(EXCERPTED DATA Opens)

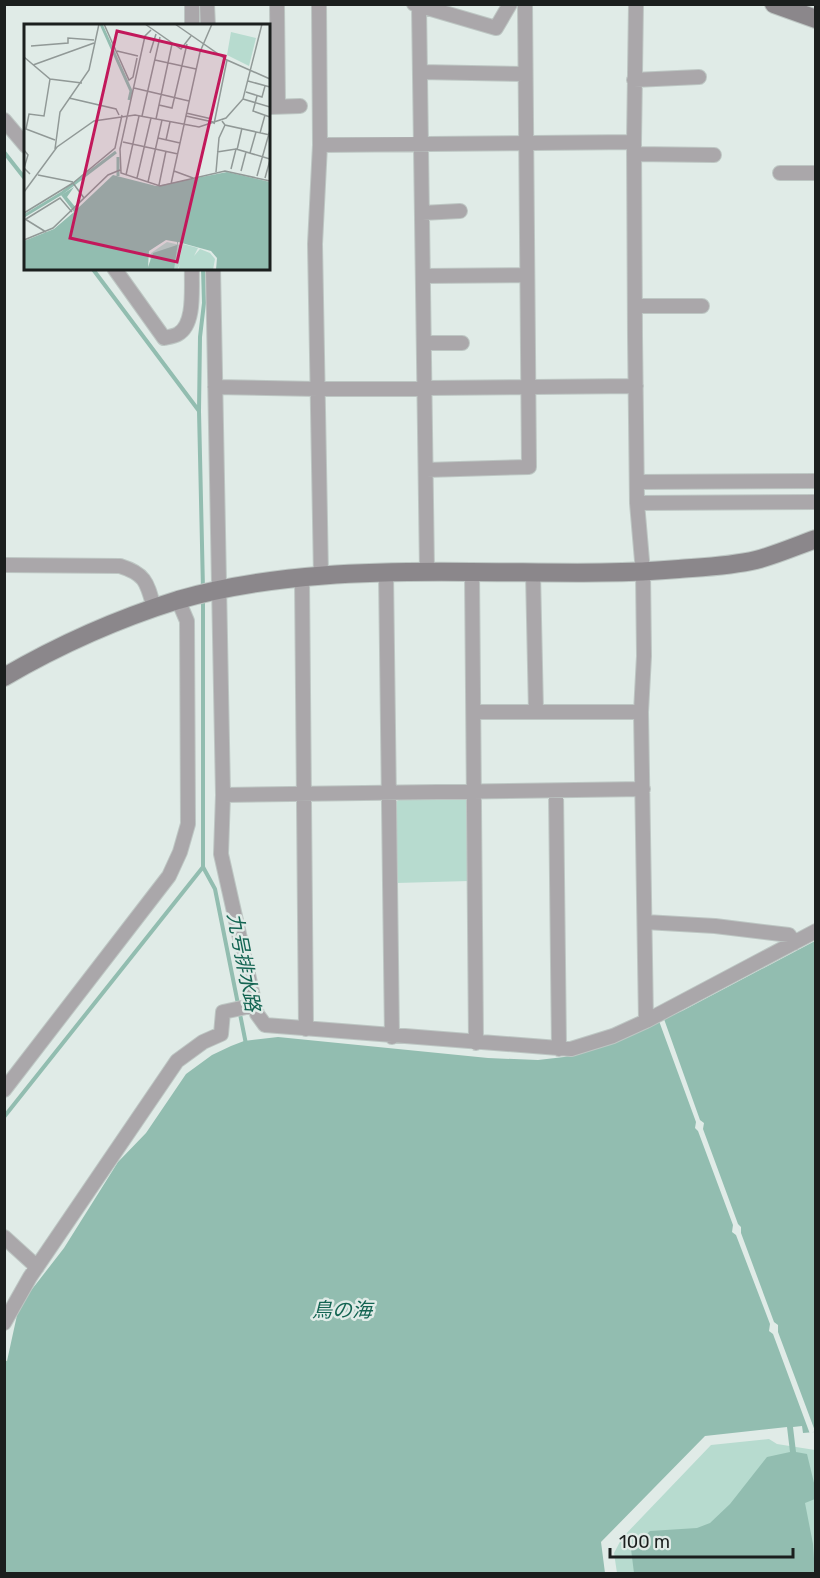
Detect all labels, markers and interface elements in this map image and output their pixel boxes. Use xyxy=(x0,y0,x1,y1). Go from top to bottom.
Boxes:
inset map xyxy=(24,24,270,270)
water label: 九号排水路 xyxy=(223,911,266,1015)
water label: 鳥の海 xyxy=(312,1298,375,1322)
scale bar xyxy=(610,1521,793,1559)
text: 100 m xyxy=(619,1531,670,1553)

(EXCERPTED DATA Closes)

### ASSIGNMENT
Could the material above be given again exactly, pictures excluded?

### COMPLETED TASK
Detect all labels, markers and interface elements in this map image and output their pixel boxes. Use xyxy=(x0,y0,x1,y1). Go from top to bottom.
Boxes:
inset map xyxy=(24,24,270,270)
water label: 九号排水路 xyxy=(223,911,266,1015)
water label: 鳥の海 xyxy=(312,1298,375,1322)
scale bar xyxy=(610,1521,793,1559)
text: 100 m xyxy=(619,1531,670,1553)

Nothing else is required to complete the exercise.